Nuclear-armed and backed by a massive conventional army, the Soviet Union was an incomparably greater threat than Saddam Hussein. But in the case of the Soviet Union deterrence was somehow credible. The solution, then, lay in building huge numbers of nuclear warheads and expensive weapons systems to ensure the Soviets would be deterred from aggression. So why has the US – armed with 6,144 nuclear warheads against Iraq’s dilapidated Scuds – suddenly lost faith in the theory of deterrence that was so confidently espoused for half a century?
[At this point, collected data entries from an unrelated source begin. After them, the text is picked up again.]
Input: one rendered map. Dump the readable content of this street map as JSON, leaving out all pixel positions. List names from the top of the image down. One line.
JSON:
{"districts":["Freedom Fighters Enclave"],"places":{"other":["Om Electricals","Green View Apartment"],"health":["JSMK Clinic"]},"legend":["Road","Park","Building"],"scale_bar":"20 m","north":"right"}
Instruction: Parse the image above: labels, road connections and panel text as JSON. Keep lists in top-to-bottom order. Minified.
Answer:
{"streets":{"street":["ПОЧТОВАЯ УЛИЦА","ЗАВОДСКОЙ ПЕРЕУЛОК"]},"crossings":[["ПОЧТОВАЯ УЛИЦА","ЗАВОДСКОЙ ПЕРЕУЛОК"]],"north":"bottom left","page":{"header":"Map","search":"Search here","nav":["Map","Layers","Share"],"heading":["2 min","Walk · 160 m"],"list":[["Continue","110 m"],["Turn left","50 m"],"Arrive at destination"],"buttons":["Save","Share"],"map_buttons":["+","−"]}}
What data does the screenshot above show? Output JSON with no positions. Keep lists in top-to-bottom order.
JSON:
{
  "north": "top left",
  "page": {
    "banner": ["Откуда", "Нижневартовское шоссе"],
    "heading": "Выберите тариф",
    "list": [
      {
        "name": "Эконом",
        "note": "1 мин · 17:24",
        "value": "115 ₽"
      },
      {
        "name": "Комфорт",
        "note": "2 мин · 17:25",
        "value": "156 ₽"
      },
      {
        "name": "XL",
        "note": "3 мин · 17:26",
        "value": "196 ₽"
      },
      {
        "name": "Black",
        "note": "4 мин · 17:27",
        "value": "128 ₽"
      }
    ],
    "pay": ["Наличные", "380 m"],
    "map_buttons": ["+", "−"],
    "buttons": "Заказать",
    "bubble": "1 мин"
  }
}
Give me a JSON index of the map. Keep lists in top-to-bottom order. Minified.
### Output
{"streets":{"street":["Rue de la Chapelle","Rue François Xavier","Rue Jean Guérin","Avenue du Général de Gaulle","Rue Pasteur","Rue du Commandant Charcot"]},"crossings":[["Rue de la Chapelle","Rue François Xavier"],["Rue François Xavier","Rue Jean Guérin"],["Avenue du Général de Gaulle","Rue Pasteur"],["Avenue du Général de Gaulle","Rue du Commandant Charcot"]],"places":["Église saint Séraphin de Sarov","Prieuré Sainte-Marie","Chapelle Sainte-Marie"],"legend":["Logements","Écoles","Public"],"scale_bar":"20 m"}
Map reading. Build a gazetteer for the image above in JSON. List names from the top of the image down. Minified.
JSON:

Analyst John Lewis Gaddis had this to say of military strategy during the Cold War:


“To a remarkable degree, [the strategy of] containment has been the product, not so much of what the Russians have done, or of what has happened elsewhere in the world, but of internal forces operating within the United States… What is surprising is the primacy that has been accorded economic considerations in shaping strategies of containment, to the exclusion of other considerations.” (Gaddis, Strategies of Containment. Quoted Chomsky, Year 501, Verso, 1993, p.34)


The “internal forces” in question were large, high-tech corporations in the military defence sector, which were provided with a guaranteed market that ensured high output and high profits at the taxpayer’s expense. Similarly, as Media Lens has reported, the US National Missile Defence system may consume upwards of $238 billion over the next 15-25 years by failing to defend the US (the system is unworkable) against non-existent missile threats.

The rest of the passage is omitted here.